Step 3: Synthesis of leading and lagging strands

The double strands of template DNA are antiparallel and ‘run’ in opposite directions, but the DNA copying machine (DNA pol III) can only work in one direction. This means there will be continuous (leading) and discontinuous (lagging) replication happening at each replication fork (Fig. 13c). 

Figure 13c. Each replication fork has its own leading and lagging strand due to the antiparallel nature of DNA. At each helicase, one strand opened for reading has 3’ to 5’ orientation and the other has 5’ to 3’ orientation. DNA pol III can continuously read in the 3’ to 5’ direction, but when information is opened in the 5’ to 3’ direction, more primers are needed to help DNA pol III copy the DNA strand.

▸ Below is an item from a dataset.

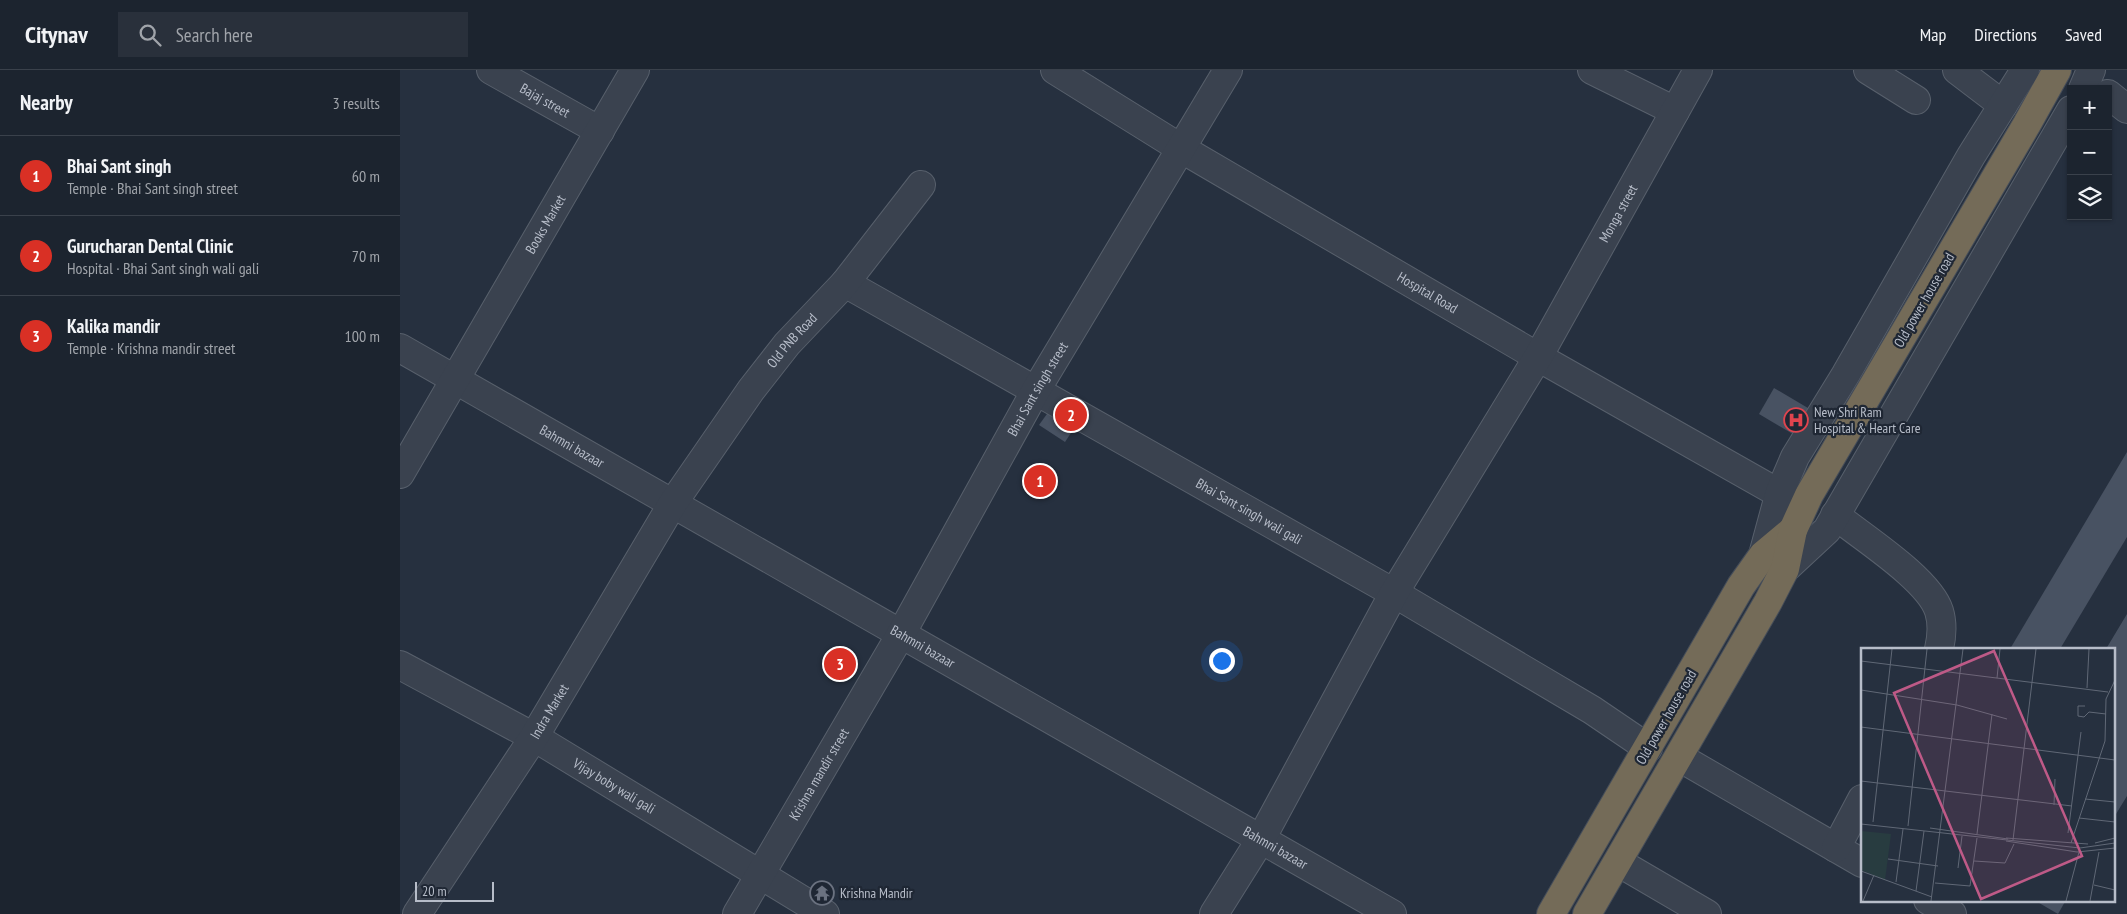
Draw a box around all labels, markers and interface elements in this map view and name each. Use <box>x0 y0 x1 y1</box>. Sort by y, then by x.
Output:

Credit: M. Sutter, 2024.

Leading strand formation: The strand that can be replicated on a continuous basis as helicase unwinds the DNA is called the leading strand. In figure 13c, there are two leading strands, one for each fork. For the left fork, the leading strand of DNA is being created from the bottom strand since the helicase is opening up 3’ to 5’ DNA for DNA pol III to read in the 3’ to 5’ direction. The other leading strand is found at the top strand going to the right. This is because after grabbing onto a primer, DNA pol III can continually read in the 3’ to 5’ direction as helicase opens the DNA that is in the 3’ to 5’ orientation. 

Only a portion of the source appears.